Le doryphore de la pomme de terre, connu scientifiquement sous le nom de Leptinotarsa decemlineata, est l’un des ravageurs les plus importants et les plus connus de la culture de la pomme de terre dans le monde. Originaire d’Amérique du Nord, il s’est propagé en Europe au début du XXe siècle et a depuis progressé de manière imparable sur le continent, causant de graves dommages économiques à l’agriculture. Un contrôle efficace repose sur une compréhension approfondie du mode de vie et de la biologie du ravageur, ce qui permet de développer et de planifier une stratégie de contrôle appropriée. Sans cette connaissance, la lutte s’avère souvent vaine, non seulement coûteuse, mais aussi inutilement néfaste pour l’environnement. Une protection phytosanitaire réussie nécessite donc une approche intégrée basée sur la prévention, les méthodes biologiques et agrotechniques, et des interventions chimiques soigneusement sélectionnées.

Le cycle de vie du doryphore est exceptionnellement bien adapté aux climats tempérés, ce qui permet sa prolifération rapide. Les coléoptères adultes hivernent dans le sol, généralement à une profondeur de 15 à 30 centimètres, et émergent au printemps lorsque la température du sol dépasse constamment 14-15 °C pour commencer à se nourrir des jeunes feuilles de pommes de terre. Après s’être nourries et accouplées, les femelles pondent leurs amas d’œufs caractéristiques de couleur orange sous les feuilles, chaque amas contenant de 20 à 80 œufs. Une seule femelle peut pondre jusqu’à 500-800 œufs au cours d’une saison, ce qui illustre clairement l’immense potentiel de reproduction de ce ravageur. Les larves éclosent des œufs en 5 à 15 jours, en fonction des conditions météorologiques.

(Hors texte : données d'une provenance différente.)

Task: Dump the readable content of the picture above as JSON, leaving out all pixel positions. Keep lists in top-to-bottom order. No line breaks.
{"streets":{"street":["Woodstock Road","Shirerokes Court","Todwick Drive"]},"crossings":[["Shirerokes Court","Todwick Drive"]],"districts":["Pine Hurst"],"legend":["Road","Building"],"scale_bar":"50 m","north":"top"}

Les larves passent par quatre stades de développement, causant le plus de dégâts pendant cette période. Les jeunes larves, aux stades L1 et L2, consomment relativement peu, mais les larves plus développées, L3 et surtout L4, sont extrêmement voraces et peuvent défolier complètement les plants de pommes de terre en peu de temps. Le développement larvaire complet dure environ deux à three semaines, après quoi les larves s’enfouissent dans le sol pour se nymphoser. Après environ deux semaines, la nouvelle génération d’adultes émerge des nymphes, continuant à causer des dégâts et à créer une autre génération ou, dans des conditions défavorables, s’enfouissant dans le sol pour hiverner. En Hongrie, deux générations se développent généralement chaque année, et parfois une troisième dans les régions plus chaudes du sud.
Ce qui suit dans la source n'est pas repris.